Ever wondered how you can simulate a physical camera in a 3D web app? In this blog post, I’ll show you how it can be done using Three.js, a popular JavaScript library for building 3D web applications, and OpenCV. We’ll start by simulating the pinhole camera model and then we’ll add realistic lens distortion. Specifically, we’re going to take a close look at the two distortion models of OpenCV and replicate them using post-processing shaders.

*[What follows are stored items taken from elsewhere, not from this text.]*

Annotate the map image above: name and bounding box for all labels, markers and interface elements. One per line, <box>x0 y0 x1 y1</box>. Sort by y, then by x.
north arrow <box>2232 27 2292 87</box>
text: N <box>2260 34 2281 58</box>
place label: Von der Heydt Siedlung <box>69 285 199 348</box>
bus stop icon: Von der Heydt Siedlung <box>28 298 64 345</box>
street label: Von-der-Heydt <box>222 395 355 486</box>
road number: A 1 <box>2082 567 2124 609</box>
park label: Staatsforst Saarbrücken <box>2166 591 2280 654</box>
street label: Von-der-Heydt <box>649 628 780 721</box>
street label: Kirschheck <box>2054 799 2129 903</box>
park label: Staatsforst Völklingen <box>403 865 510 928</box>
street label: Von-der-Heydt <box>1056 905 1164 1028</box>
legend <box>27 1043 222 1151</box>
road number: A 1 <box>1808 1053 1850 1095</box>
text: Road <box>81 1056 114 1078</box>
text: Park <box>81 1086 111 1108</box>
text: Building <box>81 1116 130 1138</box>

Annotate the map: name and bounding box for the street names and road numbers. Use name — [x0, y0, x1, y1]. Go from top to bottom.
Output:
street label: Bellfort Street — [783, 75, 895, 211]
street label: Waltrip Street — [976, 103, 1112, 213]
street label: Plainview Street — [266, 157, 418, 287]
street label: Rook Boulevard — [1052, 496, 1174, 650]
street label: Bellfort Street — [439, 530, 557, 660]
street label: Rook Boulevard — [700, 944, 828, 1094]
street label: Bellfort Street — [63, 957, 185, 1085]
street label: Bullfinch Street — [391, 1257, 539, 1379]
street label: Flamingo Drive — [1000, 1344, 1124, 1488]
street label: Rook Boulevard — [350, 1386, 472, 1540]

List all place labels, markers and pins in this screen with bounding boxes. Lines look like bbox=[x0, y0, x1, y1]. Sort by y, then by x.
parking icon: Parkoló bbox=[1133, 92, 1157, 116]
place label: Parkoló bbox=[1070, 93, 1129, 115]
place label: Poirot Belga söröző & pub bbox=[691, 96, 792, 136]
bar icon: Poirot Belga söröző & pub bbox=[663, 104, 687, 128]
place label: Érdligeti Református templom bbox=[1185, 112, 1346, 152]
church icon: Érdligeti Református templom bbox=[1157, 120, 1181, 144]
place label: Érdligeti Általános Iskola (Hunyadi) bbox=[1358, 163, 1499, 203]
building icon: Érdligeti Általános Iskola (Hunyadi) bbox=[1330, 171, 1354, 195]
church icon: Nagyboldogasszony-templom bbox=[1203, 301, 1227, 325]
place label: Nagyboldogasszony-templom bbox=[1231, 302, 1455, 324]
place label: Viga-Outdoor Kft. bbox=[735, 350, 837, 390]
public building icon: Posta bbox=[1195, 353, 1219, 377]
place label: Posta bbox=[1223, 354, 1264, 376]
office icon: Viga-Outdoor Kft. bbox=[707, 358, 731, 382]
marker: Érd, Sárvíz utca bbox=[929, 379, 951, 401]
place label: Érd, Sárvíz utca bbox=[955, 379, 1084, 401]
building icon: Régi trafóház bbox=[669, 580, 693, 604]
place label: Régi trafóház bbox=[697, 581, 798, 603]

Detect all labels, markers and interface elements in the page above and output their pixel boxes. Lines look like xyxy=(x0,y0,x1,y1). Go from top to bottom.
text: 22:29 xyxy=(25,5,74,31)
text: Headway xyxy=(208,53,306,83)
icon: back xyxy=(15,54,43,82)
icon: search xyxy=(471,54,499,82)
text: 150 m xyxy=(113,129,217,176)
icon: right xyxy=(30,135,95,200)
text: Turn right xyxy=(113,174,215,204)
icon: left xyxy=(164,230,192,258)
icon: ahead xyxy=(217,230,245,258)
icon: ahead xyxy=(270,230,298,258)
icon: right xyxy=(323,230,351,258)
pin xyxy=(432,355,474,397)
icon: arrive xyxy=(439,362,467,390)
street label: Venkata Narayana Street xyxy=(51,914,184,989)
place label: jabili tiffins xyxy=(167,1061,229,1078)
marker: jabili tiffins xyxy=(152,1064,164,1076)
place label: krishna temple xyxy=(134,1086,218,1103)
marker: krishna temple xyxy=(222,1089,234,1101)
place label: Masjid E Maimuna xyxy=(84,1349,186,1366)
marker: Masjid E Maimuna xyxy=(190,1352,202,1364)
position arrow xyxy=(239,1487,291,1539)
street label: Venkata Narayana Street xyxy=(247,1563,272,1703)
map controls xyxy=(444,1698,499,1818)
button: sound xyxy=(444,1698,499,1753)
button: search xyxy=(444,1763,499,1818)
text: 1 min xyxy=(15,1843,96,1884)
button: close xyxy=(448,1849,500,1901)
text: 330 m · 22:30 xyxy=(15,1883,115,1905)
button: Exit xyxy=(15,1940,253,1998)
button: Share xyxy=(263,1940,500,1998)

Having a realistic simulated camera allows you to render a 3D scene on top of an image captured by a real camera. This can for example be used for augmented reality, but also for robotics and autonomous vehicles. That’s because robots and autonomous vehicles often have a combination of 3D sensors (like lidars) and cameras, and visualizing the 3D data on top of the camera images is important to verify the sensor calibration. It can also be very helpful when creating and reviewing 3D annotations, which is why I’ve tackled this issue at Segments.ai.

To test our camera simulation, we’ll use a frame from the nuScenes dataset, placing a 3D point cloud captured by a lidar on top of a camera image. Whether you’re working in robotics/AV, developing visualization tools, working on an AR application, or just interested in computer vision and 3D graphics, this guide will hopefully teach you something new. So let’s get started!

## The Pinhole Camera Model

To replicate a camera in 3D, we first need a way of mathematically representing a camera, i.e., a camera model. Fundamentally, a camera maps 3D world points to a 2D image plane. We’re thus looking for a function that takes in a 3D point $[x y z]$ and outputs a 2D point position $[u v]$ (usually defined in pixel coordinates).

The simplest camera model is the pinhole camera model. A pinhole camera does not have a lens; light simply enters through a single point (the “pinhole”) and forms an image on the image plane. This type of camera – also known as a *camera obscura* – has been constructed for thousands of years (chances are you’ve made one yourself as a child).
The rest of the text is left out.